Stored items.
---

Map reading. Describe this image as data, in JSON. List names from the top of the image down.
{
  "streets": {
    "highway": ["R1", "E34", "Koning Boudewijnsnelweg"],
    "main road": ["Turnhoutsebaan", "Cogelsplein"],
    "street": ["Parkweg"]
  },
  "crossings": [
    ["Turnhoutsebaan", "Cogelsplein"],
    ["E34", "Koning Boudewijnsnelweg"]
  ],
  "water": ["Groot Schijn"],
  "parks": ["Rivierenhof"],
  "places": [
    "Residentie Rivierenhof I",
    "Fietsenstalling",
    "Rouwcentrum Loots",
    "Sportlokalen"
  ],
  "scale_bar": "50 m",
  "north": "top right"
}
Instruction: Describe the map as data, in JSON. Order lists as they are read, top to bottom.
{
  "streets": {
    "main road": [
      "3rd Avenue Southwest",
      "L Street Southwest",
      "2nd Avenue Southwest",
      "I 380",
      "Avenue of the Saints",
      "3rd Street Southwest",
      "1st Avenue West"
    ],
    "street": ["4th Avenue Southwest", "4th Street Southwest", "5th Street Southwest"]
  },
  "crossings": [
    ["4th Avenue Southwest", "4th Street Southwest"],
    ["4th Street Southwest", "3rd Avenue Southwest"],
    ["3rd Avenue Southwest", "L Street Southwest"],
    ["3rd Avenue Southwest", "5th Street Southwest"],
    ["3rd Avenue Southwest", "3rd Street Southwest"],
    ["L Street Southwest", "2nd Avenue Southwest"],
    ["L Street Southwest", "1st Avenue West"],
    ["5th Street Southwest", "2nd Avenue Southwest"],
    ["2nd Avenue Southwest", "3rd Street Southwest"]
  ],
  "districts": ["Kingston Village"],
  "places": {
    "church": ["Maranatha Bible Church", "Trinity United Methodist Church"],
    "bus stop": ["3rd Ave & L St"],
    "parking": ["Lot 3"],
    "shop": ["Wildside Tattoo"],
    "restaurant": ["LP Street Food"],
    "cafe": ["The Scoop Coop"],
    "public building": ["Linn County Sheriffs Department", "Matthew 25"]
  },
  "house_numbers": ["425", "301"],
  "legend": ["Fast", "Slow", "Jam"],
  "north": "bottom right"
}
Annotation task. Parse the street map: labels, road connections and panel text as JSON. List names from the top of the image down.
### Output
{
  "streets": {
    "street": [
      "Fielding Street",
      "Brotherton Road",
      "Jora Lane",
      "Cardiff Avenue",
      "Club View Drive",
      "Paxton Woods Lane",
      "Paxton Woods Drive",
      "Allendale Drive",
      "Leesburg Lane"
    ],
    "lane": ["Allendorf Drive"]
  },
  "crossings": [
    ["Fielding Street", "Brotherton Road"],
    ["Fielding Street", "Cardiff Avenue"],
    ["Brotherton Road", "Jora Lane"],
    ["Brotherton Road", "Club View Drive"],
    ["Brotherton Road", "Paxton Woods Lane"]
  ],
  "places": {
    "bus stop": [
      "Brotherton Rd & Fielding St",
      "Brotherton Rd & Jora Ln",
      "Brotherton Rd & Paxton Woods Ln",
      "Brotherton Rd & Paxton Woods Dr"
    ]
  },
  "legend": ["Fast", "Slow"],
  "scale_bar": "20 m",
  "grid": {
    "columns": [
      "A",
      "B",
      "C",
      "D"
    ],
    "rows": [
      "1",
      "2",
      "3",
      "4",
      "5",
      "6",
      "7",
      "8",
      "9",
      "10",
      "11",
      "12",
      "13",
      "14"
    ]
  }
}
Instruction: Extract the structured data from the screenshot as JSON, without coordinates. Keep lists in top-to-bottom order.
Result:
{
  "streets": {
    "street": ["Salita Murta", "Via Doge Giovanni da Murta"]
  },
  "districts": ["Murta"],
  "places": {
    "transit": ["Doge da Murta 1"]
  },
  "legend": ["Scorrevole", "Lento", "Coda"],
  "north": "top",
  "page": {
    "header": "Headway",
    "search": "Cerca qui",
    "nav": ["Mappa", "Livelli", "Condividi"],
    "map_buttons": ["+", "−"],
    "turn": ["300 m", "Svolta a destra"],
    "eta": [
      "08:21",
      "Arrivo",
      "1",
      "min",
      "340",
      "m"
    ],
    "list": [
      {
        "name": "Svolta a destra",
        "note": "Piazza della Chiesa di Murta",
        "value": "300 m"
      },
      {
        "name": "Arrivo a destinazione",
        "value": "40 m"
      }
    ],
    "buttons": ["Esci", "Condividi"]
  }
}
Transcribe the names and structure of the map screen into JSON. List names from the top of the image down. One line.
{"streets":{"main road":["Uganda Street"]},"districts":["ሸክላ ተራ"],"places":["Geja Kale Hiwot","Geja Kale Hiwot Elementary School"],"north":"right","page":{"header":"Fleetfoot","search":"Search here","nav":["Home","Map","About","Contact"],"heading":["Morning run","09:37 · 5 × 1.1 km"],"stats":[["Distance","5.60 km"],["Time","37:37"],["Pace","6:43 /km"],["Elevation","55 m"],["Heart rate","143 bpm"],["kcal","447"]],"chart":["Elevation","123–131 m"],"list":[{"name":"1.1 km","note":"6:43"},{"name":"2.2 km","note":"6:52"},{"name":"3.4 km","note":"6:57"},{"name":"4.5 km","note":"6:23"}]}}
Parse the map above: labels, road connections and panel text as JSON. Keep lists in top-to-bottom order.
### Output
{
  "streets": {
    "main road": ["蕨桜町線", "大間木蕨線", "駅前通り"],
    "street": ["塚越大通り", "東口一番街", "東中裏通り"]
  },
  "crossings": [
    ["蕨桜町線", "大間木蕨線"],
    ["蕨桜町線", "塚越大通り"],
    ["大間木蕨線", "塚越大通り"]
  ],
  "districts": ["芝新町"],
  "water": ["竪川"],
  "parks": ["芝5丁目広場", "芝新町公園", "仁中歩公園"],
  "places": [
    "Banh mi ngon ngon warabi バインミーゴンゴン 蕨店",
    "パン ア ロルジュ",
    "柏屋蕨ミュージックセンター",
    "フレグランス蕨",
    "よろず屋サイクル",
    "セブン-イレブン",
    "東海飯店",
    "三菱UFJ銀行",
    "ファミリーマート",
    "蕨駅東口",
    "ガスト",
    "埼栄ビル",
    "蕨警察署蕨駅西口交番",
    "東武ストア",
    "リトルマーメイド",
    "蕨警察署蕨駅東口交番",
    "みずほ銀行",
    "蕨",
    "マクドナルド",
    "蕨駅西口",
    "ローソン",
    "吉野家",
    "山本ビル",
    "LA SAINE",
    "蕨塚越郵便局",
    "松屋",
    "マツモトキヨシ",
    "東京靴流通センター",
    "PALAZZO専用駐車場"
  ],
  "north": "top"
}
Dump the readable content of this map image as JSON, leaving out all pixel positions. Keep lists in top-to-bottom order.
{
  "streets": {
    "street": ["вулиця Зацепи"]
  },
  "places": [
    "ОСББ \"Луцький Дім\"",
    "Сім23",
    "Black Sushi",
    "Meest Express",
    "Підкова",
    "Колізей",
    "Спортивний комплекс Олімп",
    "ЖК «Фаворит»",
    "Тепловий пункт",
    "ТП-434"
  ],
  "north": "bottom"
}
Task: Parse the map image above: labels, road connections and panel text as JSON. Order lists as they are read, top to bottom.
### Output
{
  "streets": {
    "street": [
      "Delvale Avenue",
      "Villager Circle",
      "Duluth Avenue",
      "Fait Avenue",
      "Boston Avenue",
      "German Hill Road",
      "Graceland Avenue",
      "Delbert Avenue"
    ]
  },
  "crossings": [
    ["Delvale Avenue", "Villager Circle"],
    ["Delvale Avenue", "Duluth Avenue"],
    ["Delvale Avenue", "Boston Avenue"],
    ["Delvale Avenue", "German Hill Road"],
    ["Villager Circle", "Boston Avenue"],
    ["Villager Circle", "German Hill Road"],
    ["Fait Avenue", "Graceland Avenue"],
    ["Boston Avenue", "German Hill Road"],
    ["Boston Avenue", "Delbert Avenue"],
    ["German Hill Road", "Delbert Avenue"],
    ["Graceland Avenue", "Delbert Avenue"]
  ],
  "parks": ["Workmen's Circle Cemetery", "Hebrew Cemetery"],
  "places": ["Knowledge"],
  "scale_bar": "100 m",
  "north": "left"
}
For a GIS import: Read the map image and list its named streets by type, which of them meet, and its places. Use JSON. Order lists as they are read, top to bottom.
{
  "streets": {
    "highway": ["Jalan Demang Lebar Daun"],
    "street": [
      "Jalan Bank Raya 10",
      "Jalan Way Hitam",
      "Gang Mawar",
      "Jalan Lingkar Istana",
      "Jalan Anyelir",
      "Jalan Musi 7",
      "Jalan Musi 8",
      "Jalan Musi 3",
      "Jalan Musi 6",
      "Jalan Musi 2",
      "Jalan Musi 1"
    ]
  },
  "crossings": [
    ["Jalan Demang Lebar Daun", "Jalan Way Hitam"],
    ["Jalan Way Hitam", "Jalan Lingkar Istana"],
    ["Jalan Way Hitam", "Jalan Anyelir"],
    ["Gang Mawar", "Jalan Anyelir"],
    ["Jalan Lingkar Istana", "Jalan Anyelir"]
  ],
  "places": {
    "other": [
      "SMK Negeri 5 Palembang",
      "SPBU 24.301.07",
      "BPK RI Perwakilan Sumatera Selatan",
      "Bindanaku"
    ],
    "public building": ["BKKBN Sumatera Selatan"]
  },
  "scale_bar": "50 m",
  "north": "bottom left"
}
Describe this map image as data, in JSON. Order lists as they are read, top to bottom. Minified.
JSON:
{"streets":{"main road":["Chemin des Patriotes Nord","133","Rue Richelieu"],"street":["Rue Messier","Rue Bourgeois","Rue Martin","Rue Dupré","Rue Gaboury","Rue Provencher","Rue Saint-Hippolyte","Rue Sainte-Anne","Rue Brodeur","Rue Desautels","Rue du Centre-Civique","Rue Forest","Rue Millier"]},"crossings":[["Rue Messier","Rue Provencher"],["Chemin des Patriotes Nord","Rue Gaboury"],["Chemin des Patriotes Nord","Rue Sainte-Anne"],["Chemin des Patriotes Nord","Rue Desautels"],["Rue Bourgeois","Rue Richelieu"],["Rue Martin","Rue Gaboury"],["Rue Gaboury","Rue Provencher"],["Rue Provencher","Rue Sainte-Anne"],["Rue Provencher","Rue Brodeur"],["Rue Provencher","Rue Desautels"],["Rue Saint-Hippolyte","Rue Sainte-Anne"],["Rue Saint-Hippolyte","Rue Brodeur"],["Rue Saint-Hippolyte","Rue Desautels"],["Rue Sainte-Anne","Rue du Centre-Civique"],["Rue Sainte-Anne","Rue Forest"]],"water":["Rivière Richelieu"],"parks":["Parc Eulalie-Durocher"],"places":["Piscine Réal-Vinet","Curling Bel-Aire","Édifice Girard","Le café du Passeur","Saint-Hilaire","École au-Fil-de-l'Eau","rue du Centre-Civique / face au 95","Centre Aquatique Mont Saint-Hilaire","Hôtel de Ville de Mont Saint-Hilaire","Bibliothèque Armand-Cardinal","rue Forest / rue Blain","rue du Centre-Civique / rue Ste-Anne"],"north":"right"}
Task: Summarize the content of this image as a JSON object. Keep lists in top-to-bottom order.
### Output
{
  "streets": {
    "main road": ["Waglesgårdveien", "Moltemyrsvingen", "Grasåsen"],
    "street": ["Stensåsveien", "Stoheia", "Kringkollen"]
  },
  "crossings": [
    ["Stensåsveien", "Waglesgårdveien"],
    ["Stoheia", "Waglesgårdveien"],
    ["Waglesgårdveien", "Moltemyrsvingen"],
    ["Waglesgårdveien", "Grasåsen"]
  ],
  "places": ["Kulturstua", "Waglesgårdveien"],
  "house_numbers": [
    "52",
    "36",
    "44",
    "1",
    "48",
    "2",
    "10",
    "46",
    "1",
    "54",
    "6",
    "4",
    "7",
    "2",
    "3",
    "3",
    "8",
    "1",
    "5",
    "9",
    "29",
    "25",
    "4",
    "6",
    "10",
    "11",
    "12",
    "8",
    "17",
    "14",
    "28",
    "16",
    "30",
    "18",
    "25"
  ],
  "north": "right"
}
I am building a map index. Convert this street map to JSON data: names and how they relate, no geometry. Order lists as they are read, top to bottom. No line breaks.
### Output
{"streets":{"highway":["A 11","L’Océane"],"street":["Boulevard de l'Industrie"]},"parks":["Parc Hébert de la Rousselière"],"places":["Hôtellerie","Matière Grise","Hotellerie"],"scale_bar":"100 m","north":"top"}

---

Brief. Your answer should be one number: how many lines of the records hold "Murta".

Output. 4